After creating multiple models, it’s hard to keep track of all of them especially in a collaborative work environment. Learn how to save and load your models using Pickle!
- Before we begin
- Model differences
- Saving the model
- Loading the model
In our last part, we successfully created a model for a remarketing campaign for the holidays. To review the model, we’ll need to share the model results with our cross functional team and staff. We’ll want our data scientists and data analysts to be able to access the data without remaking the model every time they close their computer.
In this guide, we’ll cover how to export our machine learning model and import it back in using Python, no prior knowledge is required. In part 6, we completed training a classification model, so now we’ll be exporting it. The dataset can also be found here.
When creating a model, it’s worth noting that each time you run it the results may change due to a random value, also known as a seed. Therefore, even when you have the same data, the model may give different results when you run it. For instance, our model uses Logistic Regression to train it, which is a discriminative machine learning algorithm.
This doesn’t mean that the algorithm is discriminatory, but rather it tries to draw a line between our data to represent a boundary. This line is also referred to as the decision boundary. Then, it will classify the data based on where it ends up, depending on which side of the boundary, in our case it’s whether a user will click on the remarketing email.
When data is split into a train and test set, not all values are guaranteed to be the same each time because there’s no set seed. In this case, each time the model is trained, the algorithm will use a pseudo-random value that makes multiple splits that are highly unlikely to be the same.
To keep it consistent, we set random_state equal to a constant value. For this model I’ve chosen 3493 as my seed, to have the same resulting splits making it easier to replicate.
To save our model, we’ll use the pickle function in Python. The pickle function starts by pickling the data, converting it through serialization into a byte stream. This serialization is a sequence of bytes arranged to form the hierarchy, or order, of the original model. Note that only booleans, integers, strings, arrays, dictionaries, functions, classes, and other Python original data types may be pickled. It cannot pickle numpy objects unless using joblib, which has a similar syntax.

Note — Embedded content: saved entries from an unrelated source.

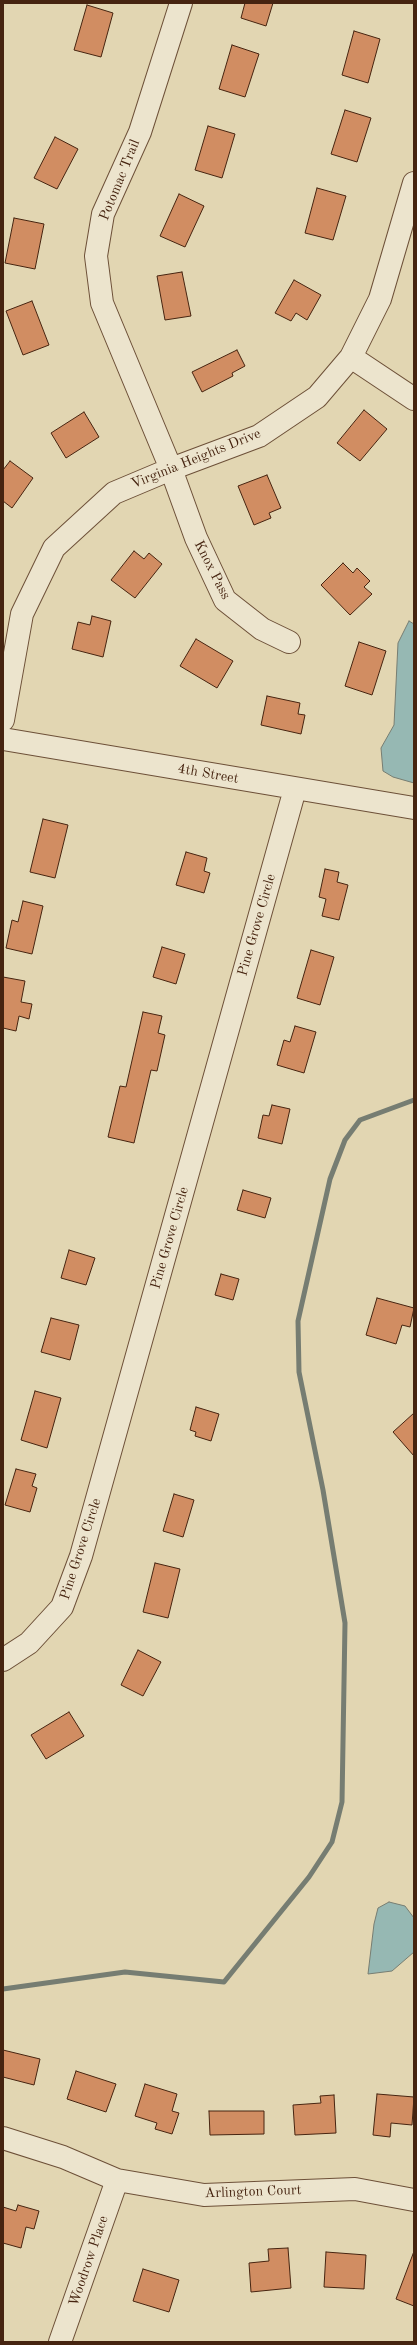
<!DOCTYPE html>
<html>
<head>
<meta charset="utf-8">
<style>
	body { margin:0 }
	#map { position:relative; width:417px; height:2345px; overflow:hidden; background:#e2d6b2; font-family:"Old Standard TT",serif }
	canvas { display:block }
	.frame { position:absolute; inset:0; border:4px solid #462410; pointer-events:none }
</style>
</head>
<body>
<div id="map">
<canvas width="417" height="2345"></canvas>
<div class="frame"></div>
</div>
<script>
const ctx = document.querySelector('canvas').getContext('2d');
ctx.lineJoin = 'round';
function fillPath(path, color) { ctx.fillStyle = color; ctx.fill(path, 'evenodd'); }
const toPath = rows => new Path2D(rows.map(r => 'M' + r).join(''));
function strokePath(path, color, width, dash) { ctx.strokeStyle = color; ctx.lineWidth = width; ctx.lineCap = dash ? 'butt' : 'round'; ctx.setLineDash(dash || []); ctx.stroke(path); }
function label(font, color, halo, rows, align = 'center') {
  ctx.font = font + ' "Old Standard TT",serif'; ctx.lineWidth = 4; ctx.setLineDash([]); ctx.textBaseline = 'middle'; ctx.strokeStyle = halo; ctx.fillStyle = color; for (const [text, x, y, turn = 0] of rows) {
    ctx.save(); ctx.translate(x, y); ctx.rotate((+turn || 0) * Math.PI / 180); ctx.textAlign = isNaN(turn) ? turn : align; if (halo) ctx.strokeText(text, 0, 0); ctx.fillText(text, 0, 0); ctx.restore();
  }
}
const water = toPath([
	[409,621,414,624,414,783,393,777,383,771,381,748,394,725,398,643,409,621],
	[389,1902,405,1906,414,1918,414,1952,392,1971,368,1974,374,1924,378,1908,389,1902]
]);
const stream = toPath([
	[3,1989,125,1972,224,1982,309,1877,332,1842,342,1802,345,1623,323,1490,299,1372,298,1321,330,1179,345,1140,360,1120,414,1100]
]);
const building = toPath([
	[245,3,273,3,266,26,241,18,245,3],
	[87,5,113,13,101,57,74,50,87,5],
	[354,31,380,39,368,83,342,75,354,31],
	[232,45,259,54,245,97,219,89,232,45],
	[345,110,371,118,357,162,331,154,345,110],
	[208,126,235,134,222,178,195,170,208,126],
	[55,137,78,149,57,189,34,178,55,137],
	[317,188,346,196,333,240,305,233,317,188],
	[179,194,204,206,185,247,160,236,179,194],
	[14,218,44,224,35,269,5,263,14,218],
	[182,272,191,316,165,320,157,276,182,272],
	[294,280,321,295,307,320,296,313,291,321,275,313,294,280],
	[32,301,49,345,23,355,6,311,32,301],
	[237,350,245,366,232,373,233,376,202,392,192,372,237,350],
	[364,410,387,429,360,461,337,443,364,410],
	[84,412,99,437,66,458,51,433,84,412],
	[10,461,33,478,12,508,3,501,3,470,10,461],
	[267,475,281,508,269,513,271,518,254,525,238,486,267,475],
	[134,551,144,559,149,553,162,564,135,598,111,580,134,551],
	[343,563,353,573,357,568,370,581,364,587,372,594,350,615,321,585,343,563],
	[92,616,111,621,103,657,72,649,78,622,90,625,92,616],
	[196,639,233,661,217,688,180,666,196,639],
	[359,642,386,651,372,695,345,686,359,642],
	[267,696,300,703,298,714,305,715,301,734,261,725,267,696],
	[43,819,68,825,55,878,30,872,43,819],
	[186,852,207,858,204,871,210,873,204,893,176,885,186,852],
	[325,869,339,872,337,882,348,885,339,920,322,916,326,899,319,897,325,869],
	[23,901,43,906,32,954,6,948,12,920,18,922,23,901],
	[162,947,185,954,176,984,153,977,162,947],
	[311,950,334,957,320,1005,297,998,311,950],
	[3,977,25,981,21,1002,32,1004,29,1019,19,1016,16,1031,3,1028,3,977],
	[143,1012,162,1016,158,1033,165,1035,157,1071,151,1070,134,1143,108,1137,120,1086,126,1087,143,1012],
	[295,1026,316,1032,304,1073,277,1065,284,1040,290,1042,295,1026],
	[272,1105,290,1109,282,1144,258,1138,263,1115,269,1116,272,1105],
	[243,1190,271,1198,265,1218,237,1210,243,1190],
	[69,1250,95,1258,86,1285,61,1278,69,1250],
	[221,1274,239,1279,233,1300,215,1295,221,1274],
	[377,1298,414,1308,410,1327,402,1325,396,1344,366,1335,377,1298],
	[51,1318,79,1325,70,1360,41,1352,51,1318],
	[35,1391,61,1398,47,1448,21,1440,35,1391],
	[196,1407,219,1414,211,1441,195,1436,196,1432,190,1430,196,1407],
	[414,1413,414,1456,393,1432,414,1413],
	[16,1469,36,1474,32,1486,37,1488,30,1512,5,1505,16,1469],
	[174,1494,194,1500,183,1537,163,1531,174,1494],
	[155,1563,180,1569,168,1618,143,1612,155,1563],
	[138,1650,161,1662,143,1696,121,1685,138,1650],
	[69,1712,84,1736,46,1759,31,1735,69,1712],
	[3,2050,40,2059,34,2085,3,2077,3,2050],
	[76,2071,116,2084,106,2112,67,2099,76,2071],
	[145,2084,177,2094,172,2111,179,2113,172,2134,155,2129,157,2123,135,2116,145,2084],
	[377,2094,414,2097,412,2125,391,2123,390,2137,373,2135,377,2094],
	[334,2095,336,2133,295,2135,293,2105,321,2103,320,2096,334,2095],
	[209,2111,264,2111,264,2134,210,2135,209,2111],
	[18,2205,39,2211,34,2229,26,2227,21,2248,3,2243,3,2207,16,2211,18,2205],
	[288,2248,291,2288,251,2292,249,2263,269,2261,268,2249,288,2248],
	[326,2252,366,2255,364,2289,324,2287,326,2252],
	[413,2254,414,2255,414,2306,396,2299,413,2254],
	[143,2269,179,2280,169,2312,133,2301,143,2269]
]);
const minor = toPath([
	[181,3,140,132,103,214,96,256,102,303,171,469,196,538,225,600,262,629,289,642],
	[351,357,414,399],
	[3,720,22,614,54,548,114,493,171,469,259,436,317,397,351,357,380,299,414,183],
	[3,739,414,808],
	[3,1660,29,1643,62,1607,81,1556,295,789],
	[3,2138,63,2157,117,2180,204,2195,355,2189,414,2200],
	[60,2342,117,2180]
]);
const streetNames = [
	["Potomac Trail",120,180,-68],
	["Virginia Heights Drive",196,459,-22],
	["Knox Pass",212,570,63],
	["4th Street",208,774,10],
	["Pine Grove Circle",257,925,-74],
	["Pine Grove Circle",170,1238,-74],
	["Pine Grove Circle",81,1549,-72],
	["Arlington Court",253,2192,-2],
	["Woodrow Place",89,2261,-71]
];
fillPath(water, '#96b8b3');
strokePath(water, '#767d72', 1);
strokePath(stream, '#767d72', 5);
fillPath(building, '#d18d62');
strokePath(building, '#462410', 1);
strokePath(minor, '#6d5038', 24);
strokePath(minor, '#ece4cd', 22);
label('14px', '#462410', '#ece4cd', streetNames);
</script>
</body>
</html>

The term remains shrouded in mystery as to why it’s called pickle, but a fun way to remember the name is due to the process of why people pickle. Traditionally, many cultures practice pickling as a form of preservation and storage. Having a longer shelf time means they can go back without the food spoiling. Likewise, data scientists aren’t going to complete optimizing a model in one sitting, nor will developers share their computers.

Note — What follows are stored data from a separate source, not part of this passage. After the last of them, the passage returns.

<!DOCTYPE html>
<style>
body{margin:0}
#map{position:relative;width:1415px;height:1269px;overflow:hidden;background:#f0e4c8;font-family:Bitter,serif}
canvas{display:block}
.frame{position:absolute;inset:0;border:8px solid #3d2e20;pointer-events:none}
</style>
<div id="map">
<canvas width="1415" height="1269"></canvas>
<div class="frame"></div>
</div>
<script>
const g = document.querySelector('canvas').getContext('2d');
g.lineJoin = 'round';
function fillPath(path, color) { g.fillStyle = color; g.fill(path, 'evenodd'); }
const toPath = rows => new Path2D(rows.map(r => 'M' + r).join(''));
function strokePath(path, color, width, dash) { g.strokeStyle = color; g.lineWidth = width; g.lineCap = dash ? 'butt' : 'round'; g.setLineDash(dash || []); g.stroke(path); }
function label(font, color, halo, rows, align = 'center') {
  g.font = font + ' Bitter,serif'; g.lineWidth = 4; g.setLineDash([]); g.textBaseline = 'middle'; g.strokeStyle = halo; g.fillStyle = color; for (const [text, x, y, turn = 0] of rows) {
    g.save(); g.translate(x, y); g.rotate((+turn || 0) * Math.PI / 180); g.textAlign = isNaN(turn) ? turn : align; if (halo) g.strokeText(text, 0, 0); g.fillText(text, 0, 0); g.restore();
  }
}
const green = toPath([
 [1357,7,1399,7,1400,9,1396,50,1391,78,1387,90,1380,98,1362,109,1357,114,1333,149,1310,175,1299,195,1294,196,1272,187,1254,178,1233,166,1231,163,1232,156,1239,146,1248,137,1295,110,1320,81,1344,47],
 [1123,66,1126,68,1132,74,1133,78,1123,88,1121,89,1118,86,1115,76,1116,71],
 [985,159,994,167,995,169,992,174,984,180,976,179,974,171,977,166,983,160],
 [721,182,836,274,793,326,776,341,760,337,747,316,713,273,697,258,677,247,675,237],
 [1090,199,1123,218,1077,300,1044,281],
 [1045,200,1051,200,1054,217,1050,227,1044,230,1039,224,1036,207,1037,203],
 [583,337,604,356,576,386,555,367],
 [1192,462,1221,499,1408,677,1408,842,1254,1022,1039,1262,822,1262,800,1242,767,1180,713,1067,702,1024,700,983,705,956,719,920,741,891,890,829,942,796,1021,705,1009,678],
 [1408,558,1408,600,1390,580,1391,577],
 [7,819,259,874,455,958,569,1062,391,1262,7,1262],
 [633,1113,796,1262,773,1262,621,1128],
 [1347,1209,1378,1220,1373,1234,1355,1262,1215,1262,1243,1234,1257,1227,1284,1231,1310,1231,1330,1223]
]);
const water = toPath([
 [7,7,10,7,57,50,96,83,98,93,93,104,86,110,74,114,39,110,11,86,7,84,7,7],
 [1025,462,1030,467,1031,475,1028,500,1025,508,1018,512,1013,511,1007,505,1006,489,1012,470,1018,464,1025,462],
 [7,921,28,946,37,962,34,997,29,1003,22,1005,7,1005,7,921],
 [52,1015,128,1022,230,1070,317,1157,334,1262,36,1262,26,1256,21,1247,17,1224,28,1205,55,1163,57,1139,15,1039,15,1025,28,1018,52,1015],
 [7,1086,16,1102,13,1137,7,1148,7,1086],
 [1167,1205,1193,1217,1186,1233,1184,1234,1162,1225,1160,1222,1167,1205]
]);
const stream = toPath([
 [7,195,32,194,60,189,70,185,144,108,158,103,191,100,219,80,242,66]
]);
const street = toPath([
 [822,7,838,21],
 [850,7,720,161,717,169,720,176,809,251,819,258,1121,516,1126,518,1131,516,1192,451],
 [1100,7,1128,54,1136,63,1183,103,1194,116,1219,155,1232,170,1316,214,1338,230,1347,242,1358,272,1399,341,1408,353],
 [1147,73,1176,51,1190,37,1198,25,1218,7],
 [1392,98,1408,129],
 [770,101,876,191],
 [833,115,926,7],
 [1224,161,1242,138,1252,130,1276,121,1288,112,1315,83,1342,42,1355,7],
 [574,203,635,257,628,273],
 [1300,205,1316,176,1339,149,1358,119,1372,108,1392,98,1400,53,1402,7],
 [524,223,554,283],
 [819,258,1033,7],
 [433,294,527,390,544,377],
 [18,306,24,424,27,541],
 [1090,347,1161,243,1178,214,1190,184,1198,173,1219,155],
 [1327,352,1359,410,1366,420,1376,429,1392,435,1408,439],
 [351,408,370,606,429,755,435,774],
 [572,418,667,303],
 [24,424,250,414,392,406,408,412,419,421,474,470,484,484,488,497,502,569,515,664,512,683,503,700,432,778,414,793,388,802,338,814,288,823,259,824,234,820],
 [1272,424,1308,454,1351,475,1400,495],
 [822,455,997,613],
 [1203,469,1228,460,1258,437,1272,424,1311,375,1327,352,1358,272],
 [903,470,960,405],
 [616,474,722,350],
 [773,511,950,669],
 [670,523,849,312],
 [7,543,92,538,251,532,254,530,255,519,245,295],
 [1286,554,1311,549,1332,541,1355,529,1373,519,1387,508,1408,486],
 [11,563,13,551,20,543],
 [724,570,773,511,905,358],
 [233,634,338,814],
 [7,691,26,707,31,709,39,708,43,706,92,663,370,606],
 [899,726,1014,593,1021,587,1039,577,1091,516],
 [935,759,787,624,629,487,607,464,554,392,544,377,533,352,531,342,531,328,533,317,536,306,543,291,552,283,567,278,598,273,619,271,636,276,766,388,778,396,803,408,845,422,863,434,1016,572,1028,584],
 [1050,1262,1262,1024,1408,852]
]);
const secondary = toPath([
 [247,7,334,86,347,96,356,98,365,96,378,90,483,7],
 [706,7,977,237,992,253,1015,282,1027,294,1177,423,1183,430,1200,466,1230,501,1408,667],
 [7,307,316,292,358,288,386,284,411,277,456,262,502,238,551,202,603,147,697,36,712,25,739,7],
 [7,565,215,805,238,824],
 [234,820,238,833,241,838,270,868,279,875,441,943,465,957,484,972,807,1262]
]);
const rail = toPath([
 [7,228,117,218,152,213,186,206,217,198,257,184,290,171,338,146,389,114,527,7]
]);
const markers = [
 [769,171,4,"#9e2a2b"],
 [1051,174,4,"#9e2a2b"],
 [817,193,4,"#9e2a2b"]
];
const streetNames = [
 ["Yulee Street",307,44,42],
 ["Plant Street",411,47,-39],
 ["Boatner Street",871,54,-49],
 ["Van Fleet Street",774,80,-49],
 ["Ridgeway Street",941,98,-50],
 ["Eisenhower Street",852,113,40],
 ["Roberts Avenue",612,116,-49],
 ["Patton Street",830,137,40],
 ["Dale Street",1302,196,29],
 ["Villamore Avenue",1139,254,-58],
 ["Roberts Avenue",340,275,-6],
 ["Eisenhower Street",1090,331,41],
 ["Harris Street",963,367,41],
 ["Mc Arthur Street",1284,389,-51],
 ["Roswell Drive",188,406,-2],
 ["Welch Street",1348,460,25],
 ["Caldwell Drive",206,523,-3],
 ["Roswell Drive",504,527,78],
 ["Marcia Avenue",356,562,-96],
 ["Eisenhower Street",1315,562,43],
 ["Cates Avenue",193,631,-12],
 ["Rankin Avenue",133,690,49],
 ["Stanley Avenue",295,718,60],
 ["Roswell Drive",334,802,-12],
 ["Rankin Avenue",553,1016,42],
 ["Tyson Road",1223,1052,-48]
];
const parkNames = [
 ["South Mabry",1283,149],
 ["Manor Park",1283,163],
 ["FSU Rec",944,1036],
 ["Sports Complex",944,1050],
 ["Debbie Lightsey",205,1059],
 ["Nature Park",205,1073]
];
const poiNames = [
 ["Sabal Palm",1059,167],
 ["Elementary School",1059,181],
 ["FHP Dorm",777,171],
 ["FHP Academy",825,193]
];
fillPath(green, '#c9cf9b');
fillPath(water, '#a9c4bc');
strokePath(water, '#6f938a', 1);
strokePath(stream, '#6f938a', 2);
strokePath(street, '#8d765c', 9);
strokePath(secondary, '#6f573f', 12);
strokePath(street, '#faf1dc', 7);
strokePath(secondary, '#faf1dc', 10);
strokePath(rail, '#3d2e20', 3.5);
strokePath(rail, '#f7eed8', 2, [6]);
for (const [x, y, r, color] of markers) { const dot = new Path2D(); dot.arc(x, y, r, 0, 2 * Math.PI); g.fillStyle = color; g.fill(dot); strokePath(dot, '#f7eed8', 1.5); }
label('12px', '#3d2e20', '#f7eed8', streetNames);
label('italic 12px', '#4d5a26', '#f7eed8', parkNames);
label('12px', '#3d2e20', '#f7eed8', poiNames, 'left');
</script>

The simplest way to save a model is as a byte object tied directly to a variable. This can be useful if you don’t need it as a file or want to experiment with different models in the same sitting. When using .dumps (with an s), the model is stored into a byte object.
The command to create a pickle file is pickle.dump, which converts the model into a pickle and places it into a file. First, we’ll open the file with write access, write our pickle into it, and then close it.
Similar to saving the model, we’ll use pickle again to load our data with the load and loads function. Once you have a pickle, you can open it up to retrieve the original data using pickle.load. Likewise, pickle.loads will take a byte instead.
Next, we’ll train it on the same split of X_train and X_test and evaluate the scores. When loading a model, results are always the same, since it’s the same model and data.
Thus ends this segment on saving and loading your machine learning model. We hope that you’re able to remember the pickle, the process of pickling, and will pickle and share your machine learning models. In the next series, we’ll export our results stored as save.p to evaluate our model metrics more thoroughly.